**Task requirements:** Nothing should be output except the lines from the top of the material below through the line that contains "function paint(path, color)", each exactly as written.
************
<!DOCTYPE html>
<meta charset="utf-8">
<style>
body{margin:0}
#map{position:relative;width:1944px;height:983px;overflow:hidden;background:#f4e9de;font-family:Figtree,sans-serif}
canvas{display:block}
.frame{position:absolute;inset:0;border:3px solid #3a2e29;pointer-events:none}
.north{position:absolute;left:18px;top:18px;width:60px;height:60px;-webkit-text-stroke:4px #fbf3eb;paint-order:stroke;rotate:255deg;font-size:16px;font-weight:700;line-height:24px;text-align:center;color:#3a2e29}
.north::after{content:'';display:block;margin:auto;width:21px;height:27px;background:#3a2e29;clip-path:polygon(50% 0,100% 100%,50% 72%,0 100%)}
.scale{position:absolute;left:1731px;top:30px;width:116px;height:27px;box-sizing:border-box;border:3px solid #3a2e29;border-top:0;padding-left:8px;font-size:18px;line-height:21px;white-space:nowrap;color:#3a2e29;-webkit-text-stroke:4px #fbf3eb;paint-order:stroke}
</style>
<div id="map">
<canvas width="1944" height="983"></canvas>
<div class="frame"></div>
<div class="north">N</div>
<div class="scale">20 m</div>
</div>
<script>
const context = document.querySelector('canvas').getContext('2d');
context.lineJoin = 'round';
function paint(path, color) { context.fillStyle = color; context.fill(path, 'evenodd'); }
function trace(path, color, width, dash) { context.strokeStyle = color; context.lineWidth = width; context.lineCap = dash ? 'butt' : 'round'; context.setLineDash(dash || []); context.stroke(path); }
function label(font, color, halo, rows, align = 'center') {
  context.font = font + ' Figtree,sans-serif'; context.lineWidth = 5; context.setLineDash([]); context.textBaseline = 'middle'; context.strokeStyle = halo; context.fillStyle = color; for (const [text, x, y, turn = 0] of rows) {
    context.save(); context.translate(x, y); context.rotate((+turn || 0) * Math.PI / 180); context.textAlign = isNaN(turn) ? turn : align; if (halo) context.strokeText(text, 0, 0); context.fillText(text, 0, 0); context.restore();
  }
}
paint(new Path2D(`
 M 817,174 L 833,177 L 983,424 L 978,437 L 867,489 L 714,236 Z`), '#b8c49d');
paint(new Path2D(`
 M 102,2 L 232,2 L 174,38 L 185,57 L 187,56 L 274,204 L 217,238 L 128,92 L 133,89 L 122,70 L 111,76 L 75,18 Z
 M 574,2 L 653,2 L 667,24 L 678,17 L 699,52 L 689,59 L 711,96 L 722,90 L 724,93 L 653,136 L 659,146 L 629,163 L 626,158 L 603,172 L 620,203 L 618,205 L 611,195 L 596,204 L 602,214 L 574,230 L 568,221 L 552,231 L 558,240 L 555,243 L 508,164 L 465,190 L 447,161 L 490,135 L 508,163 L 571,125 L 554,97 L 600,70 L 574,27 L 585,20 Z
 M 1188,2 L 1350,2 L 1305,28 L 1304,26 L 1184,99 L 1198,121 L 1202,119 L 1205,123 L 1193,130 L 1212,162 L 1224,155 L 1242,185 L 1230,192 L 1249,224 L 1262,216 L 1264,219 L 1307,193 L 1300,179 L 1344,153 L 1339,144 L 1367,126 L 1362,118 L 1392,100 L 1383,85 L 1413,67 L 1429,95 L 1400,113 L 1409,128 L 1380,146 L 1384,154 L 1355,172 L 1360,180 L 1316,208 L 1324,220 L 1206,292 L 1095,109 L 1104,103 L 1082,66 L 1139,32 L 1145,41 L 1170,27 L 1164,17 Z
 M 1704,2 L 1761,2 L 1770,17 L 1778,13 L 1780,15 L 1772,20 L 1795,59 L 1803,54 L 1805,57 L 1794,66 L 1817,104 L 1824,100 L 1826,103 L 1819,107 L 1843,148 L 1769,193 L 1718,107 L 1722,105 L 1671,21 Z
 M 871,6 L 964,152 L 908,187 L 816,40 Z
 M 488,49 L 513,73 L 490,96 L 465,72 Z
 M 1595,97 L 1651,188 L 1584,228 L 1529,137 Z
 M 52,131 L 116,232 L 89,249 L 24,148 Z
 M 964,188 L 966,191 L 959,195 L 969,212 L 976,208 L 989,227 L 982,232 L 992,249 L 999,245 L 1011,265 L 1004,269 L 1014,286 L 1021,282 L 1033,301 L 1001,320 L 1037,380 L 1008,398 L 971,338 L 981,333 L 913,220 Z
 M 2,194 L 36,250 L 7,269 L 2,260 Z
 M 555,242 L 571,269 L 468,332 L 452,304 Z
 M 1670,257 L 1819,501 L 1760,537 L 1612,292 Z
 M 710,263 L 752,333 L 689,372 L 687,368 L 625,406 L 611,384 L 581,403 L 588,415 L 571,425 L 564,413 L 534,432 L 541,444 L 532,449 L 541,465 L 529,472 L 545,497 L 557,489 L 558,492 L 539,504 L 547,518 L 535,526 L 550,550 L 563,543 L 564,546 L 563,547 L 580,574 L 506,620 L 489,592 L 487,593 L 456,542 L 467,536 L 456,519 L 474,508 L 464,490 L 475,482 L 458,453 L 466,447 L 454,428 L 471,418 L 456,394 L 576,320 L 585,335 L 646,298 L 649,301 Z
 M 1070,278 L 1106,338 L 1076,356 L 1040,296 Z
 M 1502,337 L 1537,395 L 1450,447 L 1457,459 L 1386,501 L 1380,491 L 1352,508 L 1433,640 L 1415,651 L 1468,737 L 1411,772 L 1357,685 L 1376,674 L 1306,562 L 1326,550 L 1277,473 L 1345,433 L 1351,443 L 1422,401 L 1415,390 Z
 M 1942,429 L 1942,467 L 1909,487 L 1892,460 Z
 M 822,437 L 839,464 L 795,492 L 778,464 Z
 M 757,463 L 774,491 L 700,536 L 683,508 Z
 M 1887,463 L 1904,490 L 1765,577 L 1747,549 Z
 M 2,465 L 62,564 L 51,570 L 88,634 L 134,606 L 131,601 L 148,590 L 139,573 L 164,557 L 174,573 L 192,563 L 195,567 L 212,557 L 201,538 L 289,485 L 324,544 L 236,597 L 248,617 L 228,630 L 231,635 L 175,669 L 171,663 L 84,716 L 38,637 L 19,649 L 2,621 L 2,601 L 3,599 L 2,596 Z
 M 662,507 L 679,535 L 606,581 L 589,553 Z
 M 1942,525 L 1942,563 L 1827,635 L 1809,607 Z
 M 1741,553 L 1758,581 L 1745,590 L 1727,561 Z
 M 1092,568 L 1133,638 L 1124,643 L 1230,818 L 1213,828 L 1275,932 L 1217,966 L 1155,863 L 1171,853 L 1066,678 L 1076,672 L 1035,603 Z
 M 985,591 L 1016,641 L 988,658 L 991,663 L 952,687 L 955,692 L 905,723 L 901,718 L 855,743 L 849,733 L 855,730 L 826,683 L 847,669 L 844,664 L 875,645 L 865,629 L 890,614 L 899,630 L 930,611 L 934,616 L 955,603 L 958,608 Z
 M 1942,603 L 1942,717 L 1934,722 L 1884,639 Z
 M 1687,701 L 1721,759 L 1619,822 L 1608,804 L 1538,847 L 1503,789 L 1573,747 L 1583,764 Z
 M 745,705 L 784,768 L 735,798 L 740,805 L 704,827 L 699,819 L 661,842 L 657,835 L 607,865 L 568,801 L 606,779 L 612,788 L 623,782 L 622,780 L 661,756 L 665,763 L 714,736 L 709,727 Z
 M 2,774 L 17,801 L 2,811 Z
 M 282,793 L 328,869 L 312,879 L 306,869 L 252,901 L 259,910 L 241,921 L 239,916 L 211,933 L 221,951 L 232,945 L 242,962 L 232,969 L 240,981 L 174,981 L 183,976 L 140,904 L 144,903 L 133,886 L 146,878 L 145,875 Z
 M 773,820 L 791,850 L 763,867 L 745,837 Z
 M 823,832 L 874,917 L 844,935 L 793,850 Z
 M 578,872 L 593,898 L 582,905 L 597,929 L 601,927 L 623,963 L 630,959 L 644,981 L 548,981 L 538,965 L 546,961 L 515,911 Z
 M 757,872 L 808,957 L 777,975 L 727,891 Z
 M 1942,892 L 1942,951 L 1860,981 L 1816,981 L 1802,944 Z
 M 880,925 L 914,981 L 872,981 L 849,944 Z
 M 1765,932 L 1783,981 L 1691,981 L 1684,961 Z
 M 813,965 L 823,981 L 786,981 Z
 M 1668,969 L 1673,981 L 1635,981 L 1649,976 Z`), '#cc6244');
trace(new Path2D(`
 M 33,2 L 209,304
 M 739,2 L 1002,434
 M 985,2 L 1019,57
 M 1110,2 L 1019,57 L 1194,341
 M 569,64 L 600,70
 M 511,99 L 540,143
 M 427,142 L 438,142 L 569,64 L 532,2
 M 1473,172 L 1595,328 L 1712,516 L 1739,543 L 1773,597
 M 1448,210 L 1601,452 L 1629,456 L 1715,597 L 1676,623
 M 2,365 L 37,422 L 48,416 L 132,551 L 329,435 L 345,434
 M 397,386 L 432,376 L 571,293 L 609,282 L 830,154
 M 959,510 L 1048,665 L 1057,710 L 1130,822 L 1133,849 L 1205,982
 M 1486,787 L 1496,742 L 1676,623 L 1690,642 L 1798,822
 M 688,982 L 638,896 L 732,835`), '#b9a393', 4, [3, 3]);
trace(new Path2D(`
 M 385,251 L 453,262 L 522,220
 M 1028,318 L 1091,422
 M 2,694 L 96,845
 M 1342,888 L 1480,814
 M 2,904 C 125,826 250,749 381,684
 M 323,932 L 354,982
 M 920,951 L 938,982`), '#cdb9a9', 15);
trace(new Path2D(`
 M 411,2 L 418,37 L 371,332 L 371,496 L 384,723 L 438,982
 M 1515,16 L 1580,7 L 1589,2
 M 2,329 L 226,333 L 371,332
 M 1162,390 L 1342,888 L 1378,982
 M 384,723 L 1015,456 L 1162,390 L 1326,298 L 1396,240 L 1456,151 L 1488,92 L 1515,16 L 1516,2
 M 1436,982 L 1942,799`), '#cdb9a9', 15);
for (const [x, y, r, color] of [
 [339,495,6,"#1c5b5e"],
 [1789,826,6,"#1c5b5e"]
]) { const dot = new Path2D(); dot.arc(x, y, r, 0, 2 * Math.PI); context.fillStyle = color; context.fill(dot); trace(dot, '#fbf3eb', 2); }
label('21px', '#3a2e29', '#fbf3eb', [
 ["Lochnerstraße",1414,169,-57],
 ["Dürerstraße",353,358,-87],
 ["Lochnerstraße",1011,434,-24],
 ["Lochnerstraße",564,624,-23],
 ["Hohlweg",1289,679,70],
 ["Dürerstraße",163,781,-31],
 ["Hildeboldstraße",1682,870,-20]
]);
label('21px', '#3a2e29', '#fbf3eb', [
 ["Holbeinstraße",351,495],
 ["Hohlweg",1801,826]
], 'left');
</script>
************
**Result:**
<!DOCTYPE html>
<meta charset="utf-8">
<style>
body{margin:0}
#map{position:relative;width:1944px;height:983px;overflow:hidden;background:#f4e9de;font-family:Figtree,sans-serif}
canvas{display:block}
.frame{position:absolute;inset:0;border:3px solid #3a2e29;pointer-events:none}
.north{position:absolute;left:18px;top:18px;width:60px;height:60px;-webkit-text-stroke:4px #fbf3eb;paint-order:stroke;rotate:255deg;font-size:16px;font-weight:700;line-height:24px;text-align:center;color:#3a2e29}
.north::after{content:'';display:block;margin:auto;width:21px;height:27px;background:#3a2e29;clip-path:polygon(50% 0,100% 100%,50% 72%,0 100%)}
.scale{position:absolute;left:1731px;top:30px;width:116px;height:27px;box-sizing:border-box;border:3px solid #3a2e29;border-top:0;padding-left:8px;font-size:18px;line-height:21px;white-space:nowrap;color:#3a2e29;-webkit-text-stroke:4px #fbf3eb;paint-order:stroke}
</style>
<div id="map">
<canvas width="1944" height="983"></canvas>
<div class="frame"></div>
<div class="north">N</div>
<div class="scale">20 m</div>
</div>
<script>
const context = document.querySelector('canvas').getContext('2d');
context.lineJoin = 'round';
function paint(path, color) { context.fillStyle = color; context.fill(path, 'evenodd'); }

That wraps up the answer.